Кибуцная жизнь в двадцатые годы была далеко не роскошна. Прежде всего, еды было очень мало, а та, что была нам доступна, была страшно невкусная. Наш рацион состоял из прокисших каш, неочищенного растительного масла (арабы продавали его в мешках из козьих шкур, отчего оно невероятно горчило), некоторых овощей с бесценного кибуцного огородика, мясных консервов, оставшихся после войны от британской армии и еще одного неописуемого блюда, которое готовилось из «свежей» селедки в томатном соусе.

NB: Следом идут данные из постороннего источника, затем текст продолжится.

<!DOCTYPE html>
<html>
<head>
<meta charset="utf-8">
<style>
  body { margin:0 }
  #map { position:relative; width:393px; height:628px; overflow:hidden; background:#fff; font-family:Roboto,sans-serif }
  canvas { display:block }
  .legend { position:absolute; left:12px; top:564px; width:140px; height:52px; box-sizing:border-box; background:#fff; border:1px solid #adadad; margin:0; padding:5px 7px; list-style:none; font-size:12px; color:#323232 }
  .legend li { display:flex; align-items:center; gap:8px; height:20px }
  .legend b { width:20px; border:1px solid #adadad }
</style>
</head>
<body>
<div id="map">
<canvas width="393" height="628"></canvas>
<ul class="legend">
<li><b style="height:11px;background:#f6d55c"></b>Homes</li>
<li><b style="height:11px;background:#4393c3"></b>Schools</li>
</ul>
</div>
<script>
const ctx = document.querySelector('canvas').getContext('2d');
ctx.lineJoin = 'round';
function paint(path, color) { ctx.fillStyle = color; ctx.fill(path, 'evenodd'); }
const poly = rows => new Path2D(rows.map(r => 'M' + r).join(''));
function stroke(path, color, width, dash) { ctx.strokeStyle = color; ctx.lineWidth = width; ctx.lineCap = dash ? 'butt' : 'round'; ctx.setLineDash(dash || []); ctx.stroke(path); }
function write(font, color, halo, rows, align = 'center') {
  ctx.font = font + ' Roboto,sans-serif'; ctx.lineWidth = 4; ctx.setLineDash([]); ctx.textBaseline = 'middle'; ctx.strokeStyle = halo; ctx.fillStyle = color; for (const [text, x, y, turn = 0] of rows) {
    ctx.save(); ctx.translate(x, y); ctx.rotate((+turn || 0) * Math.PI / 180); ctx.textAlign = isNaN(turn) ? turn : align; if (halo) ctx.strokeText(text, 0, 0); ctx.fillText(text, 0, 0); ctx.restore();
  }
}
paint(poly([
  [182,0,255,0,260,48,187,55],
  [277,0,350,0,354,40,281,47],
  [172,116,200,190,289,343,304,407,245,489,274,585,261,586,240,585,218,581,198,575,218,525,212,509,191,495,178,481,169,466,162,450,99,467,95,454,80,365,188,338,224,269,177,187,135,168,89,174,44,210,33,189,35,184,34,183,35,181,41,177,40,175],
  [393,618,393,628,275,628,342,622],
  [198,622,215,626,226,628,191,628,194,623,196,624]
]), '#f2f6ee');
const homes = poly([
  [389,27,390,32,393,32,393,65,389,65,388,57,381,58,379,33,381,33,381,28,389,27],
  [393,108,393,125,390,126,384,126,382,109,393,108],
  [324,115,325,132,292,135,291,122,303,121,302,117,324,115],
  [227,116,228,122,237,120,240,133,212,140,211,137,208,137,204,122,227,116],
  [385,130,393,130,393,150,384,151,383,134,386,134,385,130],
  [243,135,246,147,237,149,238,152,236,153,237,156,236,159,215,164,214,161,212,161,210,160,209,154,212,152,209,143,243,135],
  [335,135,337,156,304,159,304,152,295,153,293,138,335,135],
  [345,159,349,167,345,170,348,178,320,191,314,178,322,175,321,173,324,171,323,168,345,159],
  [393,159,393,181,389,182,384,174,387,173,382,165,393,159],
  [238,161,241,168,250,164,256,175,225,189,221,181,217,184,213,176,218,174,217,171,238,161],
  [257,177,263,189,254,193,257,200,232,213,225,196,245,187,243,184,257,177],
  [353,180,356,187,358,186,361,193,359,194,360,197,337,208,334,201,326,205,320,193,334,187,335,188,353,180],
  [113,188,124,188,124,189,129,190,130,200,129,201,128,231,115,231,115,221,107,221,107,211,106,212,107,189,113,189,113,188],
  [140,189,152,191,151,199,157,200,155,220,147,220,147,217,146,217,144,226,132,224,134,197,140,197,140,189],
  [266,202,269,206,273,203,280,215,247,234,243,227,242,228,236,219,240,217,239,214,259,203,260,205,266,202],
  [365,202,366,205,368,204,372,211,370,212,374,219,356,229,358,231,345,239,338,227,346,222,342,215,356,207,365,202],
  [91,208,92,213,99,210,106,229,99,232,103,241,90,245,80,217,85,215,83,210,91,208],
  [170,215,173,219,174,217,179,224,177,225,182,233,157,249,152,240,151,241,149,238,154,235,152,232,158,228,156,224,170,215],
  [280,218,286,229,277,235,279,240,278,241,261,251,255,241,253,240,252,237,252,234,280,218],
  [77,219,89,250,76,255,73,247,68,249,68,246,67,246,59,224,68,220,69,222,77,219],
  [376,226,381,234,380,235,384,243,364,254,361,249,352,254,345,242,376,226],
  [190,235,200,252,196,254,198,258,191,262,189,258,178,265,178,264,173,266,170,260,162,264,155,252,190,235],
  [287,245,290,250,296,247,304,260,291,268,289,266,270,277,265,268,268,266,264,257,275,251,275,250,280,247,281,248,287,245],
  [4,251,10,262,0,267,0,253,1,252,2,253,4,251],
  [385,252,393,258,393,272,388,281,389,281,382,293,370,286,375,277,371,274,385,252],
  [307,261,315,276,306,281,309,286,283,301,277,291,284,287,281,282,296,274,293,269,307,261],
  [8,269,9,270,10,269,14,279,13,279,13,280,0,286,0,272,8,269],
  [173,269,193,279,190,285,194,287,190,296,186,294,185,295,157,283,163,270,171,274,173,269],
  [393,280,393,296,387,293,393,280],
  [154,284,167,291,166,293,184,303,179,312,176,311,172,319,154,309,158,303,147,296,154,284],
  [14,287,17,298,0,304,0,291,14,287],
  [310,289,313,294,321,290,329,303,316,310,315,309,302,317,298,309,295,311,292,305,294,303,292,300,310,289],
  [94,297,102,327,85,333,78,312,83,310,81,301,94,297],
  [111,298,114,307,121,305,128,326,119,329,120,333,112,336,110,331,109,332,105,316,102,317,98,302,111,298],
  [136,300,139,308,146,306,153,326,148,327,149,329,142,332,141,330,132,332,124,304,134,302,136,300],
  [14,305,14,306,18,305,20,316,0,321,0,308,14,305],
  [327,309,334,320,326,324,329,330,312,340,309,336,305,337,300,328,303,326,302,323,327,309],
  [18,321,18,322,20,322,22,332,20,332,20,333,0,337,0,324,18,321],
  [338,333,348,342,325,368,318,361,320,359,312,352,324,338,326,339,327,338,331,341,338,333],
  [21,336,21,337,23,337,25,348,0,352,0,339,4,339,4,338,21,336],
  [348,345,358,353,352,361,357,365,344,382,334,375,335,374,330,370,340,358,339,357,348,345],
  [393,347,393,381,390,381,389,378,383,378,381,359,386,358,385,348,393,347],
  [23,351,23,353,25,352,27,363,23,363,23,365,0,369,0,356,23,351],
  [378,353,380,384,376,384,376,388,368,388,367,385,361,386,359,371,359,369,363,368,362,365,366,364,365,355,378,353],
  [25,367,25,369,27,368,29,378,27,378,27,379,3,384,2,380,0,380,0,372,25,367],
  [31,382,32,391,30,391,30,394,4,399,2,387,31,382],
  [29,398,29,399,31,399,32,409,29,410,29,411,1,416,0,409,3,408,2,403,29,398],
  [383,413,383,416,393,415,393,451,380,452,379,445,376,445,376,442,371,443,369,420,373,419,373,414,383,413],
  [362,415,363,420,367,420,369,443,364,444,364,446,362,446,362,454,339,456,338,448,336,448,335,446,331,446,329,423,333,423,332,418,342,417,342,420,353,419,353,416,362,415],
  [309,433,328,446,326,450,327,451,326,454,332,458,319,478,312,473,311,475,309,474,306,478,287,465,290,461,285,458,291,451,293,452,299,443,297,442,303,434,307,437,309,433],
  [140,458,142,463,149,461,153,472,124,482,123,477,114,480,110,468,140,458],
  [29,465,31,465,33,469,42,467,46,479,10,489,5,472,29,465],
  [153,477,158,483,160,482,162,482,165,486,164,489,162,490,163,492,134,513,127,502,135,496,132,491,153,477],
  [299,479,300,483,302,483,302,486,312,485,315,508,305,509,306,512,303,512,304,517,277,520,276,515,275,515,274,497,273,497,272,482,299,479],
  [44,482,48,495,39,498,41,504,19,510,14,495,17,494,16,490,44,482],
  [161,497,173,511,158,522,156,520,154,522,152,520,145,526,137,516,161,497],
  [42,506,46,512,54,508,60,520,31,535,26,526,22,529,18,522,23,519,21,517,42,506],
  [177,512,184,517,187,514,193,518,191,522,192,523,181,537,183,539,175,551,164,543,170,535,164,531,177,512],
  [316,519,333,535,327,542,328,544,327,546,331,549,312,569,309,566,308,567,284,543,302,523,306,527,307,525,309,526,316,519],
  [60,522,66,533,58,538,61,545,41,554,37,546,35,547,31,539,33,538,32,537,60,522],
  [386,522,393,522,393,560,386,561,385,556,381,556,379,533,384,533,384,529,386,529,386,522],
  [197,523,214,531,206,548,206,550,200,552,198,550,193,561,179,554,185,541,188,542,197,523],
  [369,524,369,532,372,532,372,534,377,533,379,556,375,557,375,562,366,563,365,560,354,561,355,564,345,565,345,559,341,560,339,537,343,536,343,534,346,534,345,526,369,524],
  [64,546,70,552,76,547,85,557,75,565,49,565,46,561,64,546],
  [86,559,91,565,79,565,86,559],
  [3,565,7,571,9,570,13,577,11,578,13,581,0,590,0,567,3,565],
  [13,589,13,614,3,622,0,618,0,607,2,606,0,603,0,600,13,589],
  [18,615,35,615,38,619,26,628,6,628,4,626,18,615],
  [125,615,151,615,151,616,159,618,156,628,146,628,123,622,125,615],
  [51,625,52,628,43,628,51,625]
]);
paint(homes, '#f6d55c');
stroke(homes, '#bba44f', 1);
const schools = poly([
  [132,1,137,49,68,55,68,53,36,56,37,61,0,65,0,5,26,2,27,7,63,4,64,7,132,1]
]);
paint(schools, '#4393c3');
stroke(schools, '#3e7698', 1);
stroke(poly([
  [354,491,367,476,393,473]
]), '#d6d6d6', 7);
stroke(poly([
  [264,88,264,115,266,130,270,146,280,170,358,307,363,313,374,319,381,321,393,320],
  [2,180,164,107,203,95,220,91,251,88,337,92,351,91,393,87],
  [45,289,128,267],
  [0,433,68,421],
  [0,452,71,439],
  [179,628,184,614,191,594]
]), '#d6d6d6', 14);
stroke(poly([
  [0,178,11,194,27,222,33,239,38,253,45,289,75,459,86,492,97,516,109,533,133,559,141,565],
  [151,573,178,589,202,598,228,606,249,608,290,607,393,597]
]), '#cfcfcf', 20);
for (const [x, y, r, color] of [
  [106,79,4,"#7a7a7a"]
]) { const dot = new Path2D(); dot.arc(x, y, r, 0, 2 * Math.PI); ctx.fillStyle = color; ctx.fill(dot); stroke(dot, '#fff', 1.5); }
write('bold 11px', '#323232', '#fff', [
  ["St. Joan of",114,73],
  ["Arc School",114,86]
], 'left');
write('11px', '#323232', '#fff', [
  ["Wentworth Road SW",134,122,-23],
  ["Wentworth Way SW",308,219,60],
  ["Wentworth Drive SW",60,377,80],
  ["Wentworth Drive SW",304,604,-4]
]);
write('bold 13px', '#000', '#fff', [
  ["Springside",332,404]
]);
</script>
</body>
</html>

Мы эту «свежатину» каждый день ели на завтрак. Когда наступила моя очередь работать на кухне, я, ко всеобщему удивлению, была в восторге. Теперь-то, наконец, я смогу что-нибудь сделать с этой ужасной едой.

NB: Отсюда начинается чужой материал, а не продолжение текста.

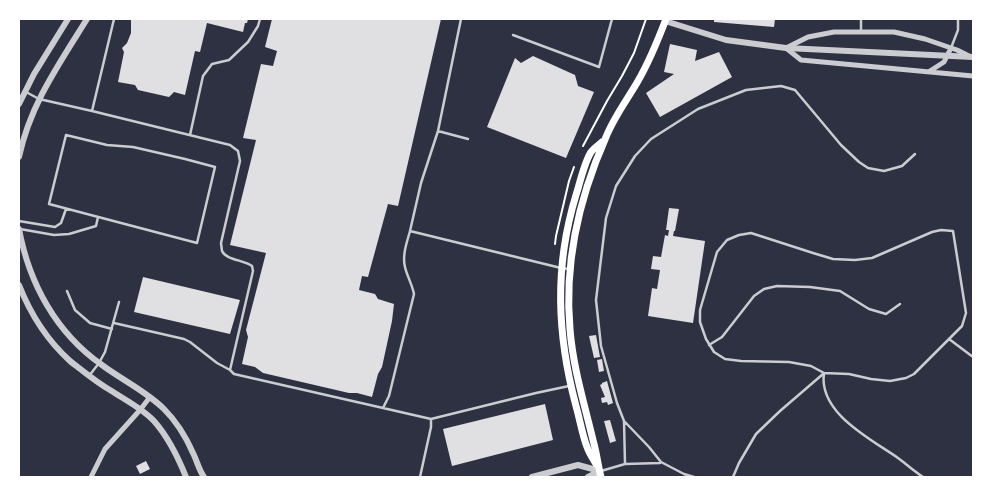 <!DOCTYPE html>
<html>
<head>
<meta charset="utf-8">
<style>
  body { margin:0 }
  #map { position:relative; width:992px; height:496px; overflow:hidden; background:#2d3142; font-family:Rubik,sans-serif }
  canvas { display:block }
  .frame { position:absolute; inset:0; border:20px solid #fff; pointer-events:none }
</style>
</head>
<body>
<div id="map">
<canvas width="992" height="496"></canvas>
<div class="frame"></div>
</div>
<script>
const ctx = document.querySelector('canvas').getContext('2d');
ctx.lineJoin = 'round';
function fill(path, color) {
  ctx.fillStyle = color;
  ctx.fill(path, 'evenodd');
}
function strokePath(path, color, width, dash) {
  ctx.strokeStyle = color;
  ctx.lineWidth = width;
  ctx.lineCap = dash ? 'butt' : 'round';
  ctx.setLineDash(dash || []);
  ctx.stroke(path);
}
fill(new Path2D(`
  M131,19H248L247,23H245L243,32L207,23L200,52L195,51L185,95L174,92L169,97L138,90L135,85L118,82L124,52L122,48L127,43L131,33Z
  M272,19H441L398,206L388,204L368,277L362,276L359,290L375,294L378,299L394,304L392,321L382,367L378,374L372,397L357,393H349L263,373L255,367L242,364L248,337L246,330L266,253L230,245L256,140L243,138L261,64L273,66L277,51L265,47Z
  M714,19H775L774,27L714,22Z
  M670,44L697,50L695,61L719,52L732,77L660,117L646,93L674,74L664,72Z
  M533,56L575,75L578,86L594,92L566,158L487,127L515,58L521,63Z
  M669,208L679,209L675,231H674L673,236L705,241L693,323L648,316L652,288L657,289L660,270L651,269L653,256L661,257L665,235L668,236L669,230H666Z
  M143,277L240,300L230,334L134,312Z
  M596,335L600,357L594,358L589,336Z
  M602,359L604,371L599,372L597,360Z
  M607,381L613,403L608,405L607,402L602,403L601,398L605,397L600,385L602,384V383Z
  M545,404L553,440L452,466L443,429Z
  M610,420L616,441L610,443L604,421Z
  M146,461L150,469L140,474L136,466Z`), '#e0e0e3');
strokePath(new Path2D(`
  M583,146L607,101L622,76L634,53L646,19
  M555,244L556,236L569,181L574,167`), '#fff', 2);
strokePath(new Path2D(`
  M114,19L92,111L230,145L238,151L240,161L221,243C221,243 222,251 222,251C226,260 244,260 252,266L253,271L230,370L234,374L383,408L389,396L414,294C412,284 407,276 405,267C402,255 407,242 410,231L561,268L569,269
  M861,31V19
  M513,35L599,67L612,19
  M951,48L958,30V19
  M26,92L39,99L92,111
  M438,131L461,19
  M66,135L107,145L133,147L185,159L215,167L197,243L49,204Z
  M190,135L203,76L212,64L229,60L248,42L258,26L260,19
  M19,221L55,227L61,223L66,209
  M20,229L54,235L69,234L96,226L98,217
  M941,230L953,231L966,313L962,326L914,374L906,378L890,381L871,379L849,374L824,373L811,366L789,362L741,361L725,359L714,352L706,339L700,322V310L717,252L727,240L739,235L751,233L813,253L833,259L855,260L872,258L932,232Z
  M410,231L421,183L438,131L468,139
  M67,291L75,310L90,323L112,329
  M114,323L184,339L190,342L217,363L230,370
  M949,339L973,357
  M709,345L722,337L754,296L764,289L777,286L810,287L840,291L869,309L886,314L900,304
  M824,373C818,413 871,439 898,458C906,464 914,471 923,477
  M89,376L99,363L105,352L119,302
  M383,408L431,419V427L420,477
  M431,419L536,393L569,386
  M625,422L649,447L661,462L684,474L694,477
  M625,464L624,421L617,403L601,346L596,300L606,218L616,186L635,156L651,139L698,109L746,90L781,86L795,90L841,145L859,162L868,168L884,171L902,166L915,154
  M601,471L625,464L660,463
  M733,477L739,463L756,434L780,411L823,374`), '#caccd0', 2.5);
strokePath(new Path2D(`
  M971,57L957,50L925,39L894,32H834L808,37L786,48L801,60L973,76
  M930,71L944,62L951,48
  M91,477L105,449L140,410L150,397`), '#caccd0', 5);
strokePath(new Path2D(`
  M665,21L726,40L786,48L973,57
  M19,104L34,74L68,19
  M19,157C30,105 59,64 87,19
  M19,229C29,283 56,333 102,365C122,380 146,391 164,409C176,421 186,437 193,453C197,461 199,470 204,477
  M19,285C30,313 48,341 70,361C83,371 96,382 110,390C125,400 142,408 154,421C169,438 178,457 186,477
  M532,477L578,465L600,471
  M588,477L600,471`), '#caccd0', 6);
strokePath(new Path2D(`
  M596,464C593,459 589,453 587,447C582,434 580,420 576,406C557,335 554,267 576,195C580,183 584,163 591,152C594,148 599,145 602,142
  M601,477C598,466 597,455 594,444C585,406 573,368 570,329C564,262 579,198 606,137C614,117 627,100 638,81C649,62 658,40 666,19`), '#fff', 7);
</script>
</body>
</html>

Я начала энергично — с преобразования меню. Прежде всего я избавилась от ужасного растительного масла. Потом я отменила «свежатину» и ввела вместо нее овсянку, чтобы люди, возвращающиеся домой с работы в холодное и мокрое зимнее утро, могли съесть что-то горячее и питательное вместе со своей обязательной порцией хинина. Никто не возражал против исчезновения растительного масла, но все восстали против овсянки: «Еда для младенцев! Все ее американские идеи!»
Но я не сдавалась, и Мерхавия постепенно привыкла к этому новшеству. Потом мне пришло в голову обновить посуду: наши эмалированные кружки, выглядевшие такими белыми и чистыми, когда их только что купили, через несколько недель облупились и заржавели, и от одного взгляда на них у меня начиналась депрессия. И вот, ободренная успехом овсянки, я, перед тем как опять настало мое дежурство по кухне, купила для каждого стаканы. Они были куда красивее и пить из них было куда приятнее, хотя надо признаться, что за неделю почти все они были перебиты, и кибуцникам пришлось пить чай по очереди из трех оставшихся стаканов.
Проблемой стала и селедка, которую теперь с утреннего завтрака передвинули на середину дня. Не у каждого были вилка, нож и ложка; у кого была только вилка, у кого только ложка или нож. Девушки, работавшие на кухне, мыли селедку и нарезали ее на маленькие кусочки, но не снимали с нее кожу, так что за столом каждый делал это сам. И поскольку руки вытирать было нечем, каждые вытирал их о рабочую одежду. Я стала снимать кожу. Девушки возопили: «Вот, теперь она их еще и к этому приучит». Но у меня на это был ответ: «А что бы вы делали у себя дома? Как бы вы подали селедку к столу? А это ваш дом, ваша семья!»